» **Assignment**: Check every line of the records below for the string "stream" and copy the ones that have it.
*** Opening of Source material ***
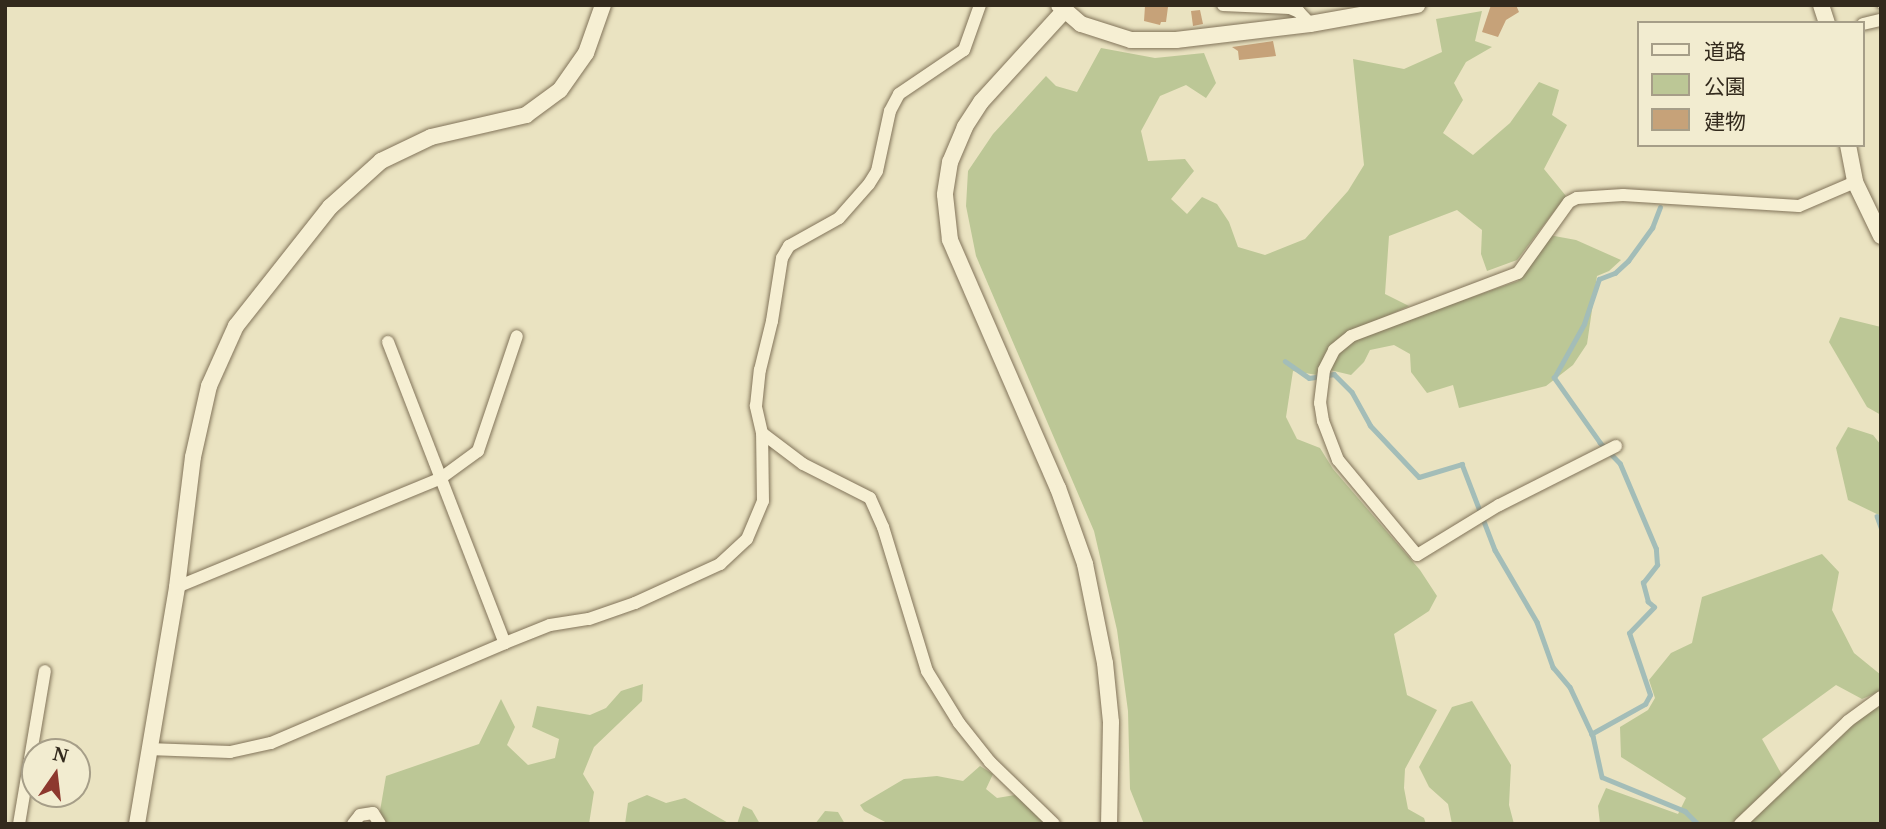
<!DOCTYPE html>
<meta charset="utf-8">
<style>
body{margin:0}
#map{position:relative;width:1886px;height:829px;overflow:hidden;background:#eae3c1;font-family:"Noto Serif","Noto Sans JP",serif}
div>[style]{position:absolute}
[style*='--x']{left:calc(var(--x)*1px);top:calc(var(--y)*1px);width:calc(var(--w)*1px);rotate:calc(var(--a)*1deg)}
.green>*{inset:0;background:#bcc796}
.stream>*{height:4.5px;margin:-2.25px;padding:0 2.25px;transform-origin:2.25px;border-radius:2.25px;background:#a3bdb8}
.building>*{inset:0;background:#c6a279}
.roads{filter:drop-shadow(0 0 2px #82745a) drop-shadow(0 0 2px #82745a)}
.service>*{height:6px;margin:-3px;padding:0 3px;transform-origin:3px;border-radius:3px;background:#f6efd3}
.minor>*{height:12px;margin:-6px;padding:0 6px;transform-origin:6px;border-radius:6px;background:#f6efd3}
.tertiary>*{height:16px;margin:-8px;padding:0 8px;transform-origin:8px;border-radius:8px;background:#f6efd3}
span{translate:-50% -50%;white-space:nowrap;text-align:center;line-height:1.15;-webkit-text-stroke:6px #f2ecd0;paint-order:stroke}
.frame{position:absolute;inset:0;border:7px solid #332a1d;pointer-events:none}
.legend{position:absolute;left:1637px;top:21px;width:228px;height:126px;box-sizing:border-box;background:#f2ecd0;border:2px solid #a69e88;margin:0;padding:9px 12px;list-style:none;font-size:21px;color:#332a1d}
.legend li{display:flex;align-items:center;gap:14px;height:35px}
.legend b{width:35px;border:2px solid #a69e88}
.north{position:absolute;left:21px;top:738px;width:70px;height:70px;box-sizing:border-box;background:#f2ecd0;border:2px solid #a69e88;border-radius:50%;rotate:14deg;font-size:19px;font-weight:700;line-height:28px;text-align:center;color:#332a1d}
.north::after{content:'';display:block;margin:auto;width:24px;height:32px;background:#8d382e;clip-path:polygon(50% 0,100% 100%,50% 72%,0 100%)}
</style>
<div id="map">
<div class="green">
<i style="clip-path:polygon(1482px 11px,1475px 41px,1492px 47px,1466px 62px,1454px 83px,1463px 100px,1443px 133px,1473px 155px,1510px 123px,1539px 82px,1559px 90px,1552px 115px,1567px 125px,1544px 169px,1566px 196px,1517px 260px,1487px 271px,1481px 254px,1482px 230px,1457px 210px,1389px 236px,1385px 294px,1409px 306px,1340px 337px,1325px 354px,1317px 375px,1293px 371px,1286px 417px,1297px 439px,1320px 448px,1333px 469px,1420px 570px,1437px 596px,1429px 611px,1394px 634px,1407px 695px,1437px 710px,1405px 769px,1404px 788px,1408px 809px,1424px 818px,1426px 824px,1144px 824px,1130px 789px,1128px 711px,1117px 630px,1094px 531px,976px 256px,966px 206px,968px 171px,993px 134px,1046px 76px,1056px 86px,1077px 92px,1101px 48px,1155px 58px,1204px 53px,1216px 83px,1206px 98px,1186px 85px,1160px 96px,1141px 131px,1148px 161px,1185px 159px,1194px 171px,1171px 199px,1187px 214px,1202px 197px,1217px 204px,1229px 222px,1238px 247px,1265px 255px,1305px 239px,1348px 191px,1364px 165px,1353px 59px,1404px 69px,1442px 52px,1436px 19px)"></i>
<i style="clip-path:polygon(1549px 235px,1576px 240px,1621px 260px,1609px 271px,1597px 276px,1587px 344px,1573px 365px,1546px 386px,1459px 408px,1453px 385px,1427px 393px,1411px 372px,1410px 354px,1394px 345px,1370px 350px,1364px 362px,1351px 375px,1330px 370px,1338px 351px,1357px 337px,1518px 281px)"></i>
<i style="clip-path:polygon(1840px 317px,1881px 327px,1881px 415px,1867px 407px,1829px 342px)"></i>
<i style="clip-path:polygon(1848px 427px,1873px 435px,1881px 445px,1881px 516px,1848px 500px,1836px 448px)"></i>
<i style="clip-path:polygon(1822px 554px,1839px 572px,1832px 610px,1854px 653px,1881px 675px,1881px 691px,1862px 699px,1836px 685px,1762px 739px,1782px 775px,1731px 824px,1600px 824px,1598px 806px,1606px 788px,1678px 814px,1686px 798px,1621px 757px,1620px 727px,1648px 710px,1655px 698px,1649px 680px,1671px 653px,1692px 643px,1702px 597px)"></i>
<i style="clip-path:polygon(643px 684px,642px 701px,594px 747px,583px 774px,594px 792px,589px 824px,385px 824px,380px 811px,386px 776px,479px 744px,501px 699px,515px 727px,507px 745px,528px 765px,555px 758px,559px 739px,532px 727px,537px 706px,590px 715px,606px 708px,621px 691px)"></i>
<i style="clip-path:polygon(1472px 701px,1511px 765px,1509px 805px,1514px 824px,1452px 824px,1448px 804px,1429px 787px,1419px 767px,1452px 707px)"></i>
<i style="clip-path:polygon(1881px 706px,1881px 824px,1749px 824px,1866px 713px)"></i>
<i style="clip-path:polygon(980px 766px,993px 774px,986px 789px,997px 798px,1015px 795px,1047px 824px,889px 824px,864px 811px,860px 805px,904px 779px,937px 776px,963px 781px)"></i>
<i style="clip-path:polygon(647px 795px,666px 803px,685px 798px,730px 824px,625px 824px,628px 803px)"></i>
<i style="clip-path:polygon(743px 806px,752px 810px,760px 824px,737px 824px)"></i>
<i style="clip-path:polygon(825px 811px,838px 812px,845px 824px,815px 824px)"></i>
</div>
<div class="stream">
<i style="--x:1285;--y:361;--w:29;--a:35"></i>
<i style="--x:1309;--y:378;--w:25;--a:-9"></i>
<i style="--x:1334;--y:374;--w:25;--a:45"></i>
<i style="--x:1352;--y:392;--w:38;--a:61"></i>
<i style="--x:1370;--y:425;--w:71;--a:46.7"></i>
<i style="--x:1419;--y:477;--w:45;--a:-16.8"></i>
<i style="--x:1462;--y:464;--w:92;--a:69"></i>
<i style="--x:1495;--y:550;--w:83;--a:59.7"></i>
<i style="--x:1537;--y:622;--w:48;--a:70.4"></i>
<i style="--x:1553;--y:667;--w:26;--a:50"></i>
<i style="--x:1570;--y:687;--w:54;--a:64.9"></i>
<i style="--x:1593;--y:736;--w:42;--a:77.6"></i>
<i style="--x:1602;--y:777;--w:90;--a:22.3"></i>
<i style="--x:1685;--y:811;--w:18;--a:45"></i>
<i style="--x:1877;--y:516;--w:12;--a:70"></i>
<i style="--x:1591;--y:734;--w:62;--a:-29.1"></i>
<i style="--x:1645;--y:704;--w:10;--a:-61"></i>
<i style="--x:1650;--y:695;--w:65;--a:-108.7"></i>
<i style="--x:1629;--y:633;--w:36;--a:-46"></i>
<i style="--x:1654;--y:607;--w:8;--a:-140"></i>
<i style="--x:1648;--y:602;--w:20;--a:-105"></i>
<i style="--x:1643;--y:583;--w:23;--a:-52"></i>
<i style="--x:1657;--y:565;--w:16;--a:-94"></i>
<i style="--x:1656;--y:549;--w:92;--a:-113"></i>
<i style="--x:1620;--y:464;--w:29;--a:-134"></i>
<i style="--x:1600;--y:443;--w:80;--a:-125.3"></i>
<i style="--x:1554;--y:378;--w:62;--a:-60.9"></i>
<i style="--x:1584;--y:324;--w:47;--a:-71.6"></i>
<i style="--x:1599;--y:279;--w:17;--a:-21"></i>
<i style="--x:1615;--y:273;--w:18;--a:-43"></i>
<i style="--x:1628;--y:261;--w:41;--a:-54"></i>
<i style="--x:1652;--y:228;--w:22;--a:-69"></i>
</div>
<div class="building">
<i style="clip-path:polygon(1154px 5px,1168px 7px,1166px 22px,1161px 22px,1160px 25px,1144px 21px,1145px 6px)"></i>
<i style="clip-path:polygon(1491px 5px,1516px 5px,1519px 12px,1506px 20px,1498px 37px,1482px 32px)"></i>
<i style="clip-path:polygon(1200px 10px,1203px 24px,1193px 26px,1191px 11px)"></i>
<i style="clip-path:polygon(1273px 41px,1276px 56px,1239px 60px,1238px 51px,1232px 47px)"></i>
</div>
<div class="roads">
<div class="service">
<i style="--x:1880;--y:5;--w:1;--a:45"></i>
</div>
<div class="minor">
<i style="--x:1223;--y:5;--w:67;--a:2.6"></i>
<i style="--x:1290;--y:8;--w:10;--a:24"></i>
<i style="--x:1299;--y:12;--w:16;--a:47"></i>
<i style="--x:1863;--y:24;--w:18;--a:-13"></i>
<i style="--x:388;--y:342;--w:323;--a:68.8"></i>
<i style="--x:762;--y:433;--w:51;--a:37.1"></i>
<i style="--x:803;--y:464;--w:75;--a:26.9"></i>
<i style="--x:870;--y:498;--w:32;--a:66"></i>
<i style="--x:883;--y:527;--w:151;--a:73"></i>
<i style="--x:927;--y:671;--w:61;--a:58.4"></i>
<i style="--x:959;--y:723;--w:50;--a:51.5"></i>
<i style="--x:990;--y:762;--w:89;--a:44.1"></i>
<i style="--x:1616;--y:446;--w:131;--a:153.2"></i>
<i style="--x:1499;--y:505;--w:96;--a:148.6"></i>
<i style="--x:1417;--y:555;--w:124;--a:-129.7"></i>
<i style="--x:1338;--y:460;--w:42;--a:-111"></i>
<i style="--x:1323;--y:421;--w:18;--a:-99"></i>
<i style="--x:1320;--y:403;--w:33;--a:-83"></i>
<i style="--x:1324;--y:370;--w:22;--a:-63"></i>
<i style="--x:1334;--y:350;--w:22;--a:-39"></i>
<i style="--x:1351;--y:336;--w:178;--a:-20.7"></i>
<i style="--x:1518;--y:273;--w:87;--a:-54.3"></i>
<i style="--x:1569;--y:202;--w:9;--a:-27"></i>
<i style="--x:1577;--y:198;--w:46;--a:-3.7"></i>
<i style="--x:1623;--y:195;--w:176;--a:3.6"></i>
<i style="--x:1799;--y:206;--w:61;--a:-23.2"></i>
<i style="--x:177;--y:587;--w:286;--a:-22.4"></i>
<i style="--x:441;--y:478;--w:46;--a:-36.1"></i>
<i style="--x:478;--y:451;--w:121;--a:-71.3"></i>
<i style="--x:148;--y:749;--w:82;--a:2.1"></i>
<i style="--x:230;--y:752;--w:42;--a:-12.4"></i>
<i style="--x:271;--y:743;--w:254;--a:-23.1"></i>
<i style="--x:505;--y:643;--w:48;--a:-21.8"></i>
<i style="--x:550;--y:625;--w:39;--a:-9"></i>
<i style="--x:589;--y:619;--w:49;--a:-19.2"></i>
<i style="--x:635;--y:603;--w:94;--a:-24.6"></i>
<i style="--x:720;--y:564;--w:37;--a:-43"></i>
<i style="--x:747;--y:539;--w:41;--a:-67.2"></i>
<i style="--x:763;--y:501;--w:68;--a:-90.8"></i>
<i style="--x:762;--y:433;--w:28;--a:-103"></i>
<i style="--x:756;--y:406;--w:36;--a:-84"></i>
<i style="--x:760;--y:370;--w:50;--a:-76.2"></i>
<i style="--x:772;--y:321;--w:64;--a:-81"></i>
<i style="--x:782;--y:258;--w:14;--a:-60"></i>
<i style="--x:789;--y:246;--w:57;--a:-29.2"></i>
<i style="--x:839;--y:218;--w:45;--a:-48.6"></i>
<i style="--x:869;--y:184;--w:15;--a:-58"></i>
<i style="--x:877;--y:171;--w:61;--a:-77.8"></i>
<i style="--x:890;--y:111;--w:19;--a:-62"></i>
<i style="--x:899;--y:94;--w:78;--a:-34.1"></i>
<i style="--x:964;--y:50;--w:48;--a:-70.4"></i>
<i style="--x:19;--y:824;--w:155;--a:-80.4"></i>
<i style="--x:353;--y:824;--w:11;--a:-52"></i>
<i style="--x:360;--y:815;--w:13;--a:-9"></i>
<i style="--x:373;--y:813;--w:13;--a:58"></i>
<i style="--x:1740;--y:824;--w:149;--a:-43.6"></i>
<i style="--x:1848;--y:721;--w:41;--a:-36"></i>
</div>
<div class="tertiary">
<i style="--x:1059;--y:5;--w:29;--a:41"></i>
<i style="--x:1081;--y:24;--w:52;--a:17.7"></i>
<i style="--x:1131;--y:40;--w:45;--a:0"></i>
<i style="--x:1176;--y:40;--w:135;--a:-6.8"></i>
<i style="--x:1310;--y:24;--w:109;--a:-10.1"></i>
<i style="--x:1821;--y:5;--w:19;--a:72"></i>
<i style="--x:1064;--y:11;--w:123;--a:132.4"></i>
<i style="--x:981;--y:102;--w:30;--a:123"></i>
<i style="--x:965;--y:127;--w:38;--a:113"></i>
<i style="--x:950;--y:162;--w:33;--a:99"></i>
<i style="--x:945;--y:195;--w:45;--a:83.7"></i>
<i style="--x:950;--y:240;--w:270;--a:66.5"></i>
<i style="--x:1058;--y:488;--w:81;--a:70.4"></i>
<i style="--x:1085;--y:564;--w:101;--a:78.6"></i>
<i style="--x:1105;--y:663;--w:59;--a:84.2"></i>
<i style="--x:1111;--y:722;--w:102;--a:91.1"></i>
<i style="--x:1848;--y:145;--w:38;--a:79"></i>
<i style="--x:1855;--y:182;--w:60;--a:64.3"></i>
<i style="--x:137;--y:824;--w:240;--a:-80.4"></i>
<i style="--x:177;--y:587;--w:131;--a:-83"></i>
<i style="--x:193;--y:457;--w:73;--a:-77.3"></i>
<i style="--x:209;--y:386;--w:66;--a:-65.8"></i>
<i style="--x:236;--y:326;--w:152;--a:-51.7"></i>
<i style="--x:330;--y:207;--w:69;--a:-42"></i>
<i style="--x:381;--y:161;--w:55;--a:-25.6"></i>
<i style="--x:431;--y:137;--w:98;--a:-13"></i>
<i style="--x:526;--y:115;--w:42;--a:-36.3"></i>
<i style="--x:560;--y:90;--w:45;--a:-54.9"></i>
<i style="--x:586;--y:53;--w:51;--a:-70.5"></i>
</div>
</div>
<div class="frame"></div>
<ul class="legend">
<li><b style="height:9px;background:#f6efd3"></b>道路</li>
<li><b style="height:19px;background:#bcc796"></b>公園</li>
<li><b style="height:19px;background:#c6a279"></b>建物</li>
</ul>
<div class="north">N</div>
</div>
*** Close of Source material ***
» **Worked solution**:
.stream>*{height:4.5px;margin:-2.25px;padding:0 2.25px;transform-origin:2.25px;border-radius:2.25px;background:#a3bdb8}
<div class="stream">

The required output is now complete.